• [RECORDS TO USE]:

******

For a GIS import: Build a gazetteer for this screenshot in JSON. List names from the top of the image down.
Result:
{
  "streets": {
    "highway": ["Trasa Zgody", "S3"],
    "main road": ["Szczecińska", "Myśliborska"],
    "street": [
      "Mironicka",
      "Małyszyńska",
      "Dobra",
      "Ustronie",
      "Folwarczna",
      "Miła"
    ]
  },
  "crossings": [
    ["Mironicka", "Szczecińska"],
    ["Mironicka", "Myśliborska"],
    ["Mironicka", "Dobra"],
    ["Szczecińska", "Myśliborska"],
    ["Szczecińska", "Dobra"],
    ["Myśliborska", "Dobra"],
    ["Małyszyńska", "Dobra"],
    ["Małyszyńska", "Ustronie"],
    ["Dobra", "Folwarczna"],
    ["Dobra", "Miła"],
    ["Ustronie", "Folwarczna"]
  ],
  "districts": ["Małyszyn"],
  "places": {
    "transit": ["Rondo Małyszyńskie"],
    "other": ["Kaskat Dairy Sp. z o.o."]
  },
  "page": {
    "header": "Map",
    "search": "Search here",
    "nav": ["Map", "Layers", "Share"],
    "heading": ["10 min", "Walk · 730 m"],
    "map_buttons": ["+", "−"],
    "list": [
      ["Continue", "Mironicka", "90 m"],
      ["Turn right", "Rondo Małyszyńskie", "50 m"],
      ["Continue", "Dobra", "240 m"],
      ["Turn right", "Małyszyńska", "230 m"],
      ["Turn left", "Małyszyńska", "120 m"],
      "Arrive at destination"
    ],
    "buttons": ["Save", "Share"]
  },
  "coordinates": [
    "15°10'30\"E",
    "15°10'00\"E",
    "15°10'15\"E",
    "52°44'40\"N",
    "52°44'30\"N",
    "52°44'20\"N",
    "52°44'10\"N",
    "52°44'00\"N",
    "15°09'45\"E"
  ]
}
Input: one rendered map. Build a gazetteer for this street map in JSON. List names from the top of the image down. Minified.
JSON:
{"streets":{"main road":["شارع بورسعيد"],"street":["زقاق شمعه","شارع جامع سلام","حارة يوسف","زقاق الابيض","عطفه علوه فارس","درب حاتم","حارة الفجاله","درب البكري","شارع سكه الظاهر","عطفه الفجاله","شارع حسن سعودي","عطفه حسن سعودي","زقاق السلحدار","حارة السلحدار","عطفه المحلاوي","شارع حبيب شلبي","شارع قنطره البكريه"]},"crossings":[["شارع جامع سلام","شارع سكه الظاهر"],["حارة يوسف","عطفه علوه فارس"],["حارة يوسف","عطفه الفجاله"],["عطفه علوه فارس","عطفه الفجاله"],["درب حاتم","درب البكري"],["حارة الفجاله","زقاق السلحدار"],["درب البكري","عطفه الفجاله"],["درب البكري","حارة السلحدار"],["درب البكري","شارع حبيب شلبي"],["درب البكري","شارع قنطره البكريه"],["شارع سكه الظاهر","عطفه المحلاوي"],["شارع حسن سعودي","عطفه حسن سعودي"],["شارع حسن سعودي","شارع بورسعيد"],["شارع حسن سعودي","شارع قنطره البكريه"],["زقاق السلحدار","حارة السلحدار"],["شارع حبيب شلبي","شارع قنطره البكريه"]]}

******

• [TASK DESCRIPTION]: Down to the last line, return the data above exactly.

• [SOLUTION TO THIS EXERCISE]:
For a GIS import: Build a gazetteer for this screenshot in JSON. List names from the top of the image down.
Result:
{
  "streets": {
    "highway": ["Trasa Zgody", "S3"],
    "main road": ["Szczecińska", "Myśliborska"],
    "street": [
      "Mironicka",
      "Małyszyńska",
      "Dobra",
      "Ustronie",
      "Folwarczna",
      "Miła"
    ]
  },
  "crossings": [
    ["Mironicka", "Szczecińska"],
    ["Mironicka", "Myśliborska"],
    ["Mironicka", "Dobra"],
    ["Szczecińska", "Myśliborska"],
    ["Szczecińska", "Dobra"],
    ["Myśliborska", "Dobra"],
    ["Małyszyńska", "Dobra"],
    ["Małyszyńska", "Ustronie"],
    ["Dobra", "Folwarczna"],
    ["Dobra", "Miła"],
    ["Ustronie", "Folwarczna"]
  ],
  "districts": ["Małyszyn"],
  "places": {
    "transit": ["Rondo Małyszyńskie"],
    "other": ["Kaskat Dairy Sp. z o.o."]
  },
  "page": {
    "header": "Map",
    "search": "Search here",
    "nav": ["Map", "Layers", "Share"],
    "heading": ["10 min", "Walk · 730 m"],
    "map_buttons": ["+", "−"],
    "list": [
      ["Continue", "Mironicka", "90 m"],
      ["Turn right", "Rondo Małyszyńskie", "50 m"],
      ["Continue", "Dobra", "240 m"],
      ["Turn right", "Małyszyńska", "230 m"],
      ["Turn left", "Małyszyńska", "120 m"],
      "Arrive at destination"
    ],
    "buttons": ["Save", "Share"]
  },
  "coordinates": [
    "15°10'30\"E",
    "15°10'00\"E",
    "15°10'15\"E",
    "52°44'40\"N",
    "52°44'30\"N",
    "52°44'20\"N",
    "52°44'10\"N",
    "52°44'00\"N",
    "15°09'45\"E"
  ]
}
Input: one rendered map. Build a gazetteer for this street map in JSON. List names from the top of the image down. Minified.
JSON:
{"streets":{"main road":["شارع بورسعيد"],"street":["زقاق شمعه","شارع جامع سلام","حارة يوسف","زقاق الابيض","عطفه علوه فارس","درب حاتم","حارة الفجاله","درب البكري","شارع سكه الظاهر","عطفه الفجاله","شارع حسن سعودي","عطفه حسن سعودي","زقاق السلحدار","حارة السلحدار","عطفه المحلاوي","شارع حبيب شلبي","شارع قنطره البكريه"]},"crossings":[["شارع جامع سلام","شارع سكه الظاهر"],["حارة يوسف","عطفه علوه فارس"],["حارة يوسف","عطفه الفجاله"],["عطفه علوه فارس","عطفه الفجاله"],["درب حاتم","درب البكري"],["حارة الفجاله","زقاق السلحدار"],["درب البكري","عطفه الفجاله"],["درب البكري","حارة السلحدار"],["درب البكري","شارع حبيب شلبي"],["درب البكري","شارع قنطره البكريه"],["شارع سكه الظاهر","عطفه المحلاوي"],["شارع حسن سعودي","عطفه حسن سعودي"],["شارع حسن سعودي","شارع بورسعيد"],["شارع حسن سعودي","شارع قنطره البكريه"],["زقاق السلحدار","حارة السلحدار"],["شارع حبيب شلبي","شارع قنطره البكريه"]]}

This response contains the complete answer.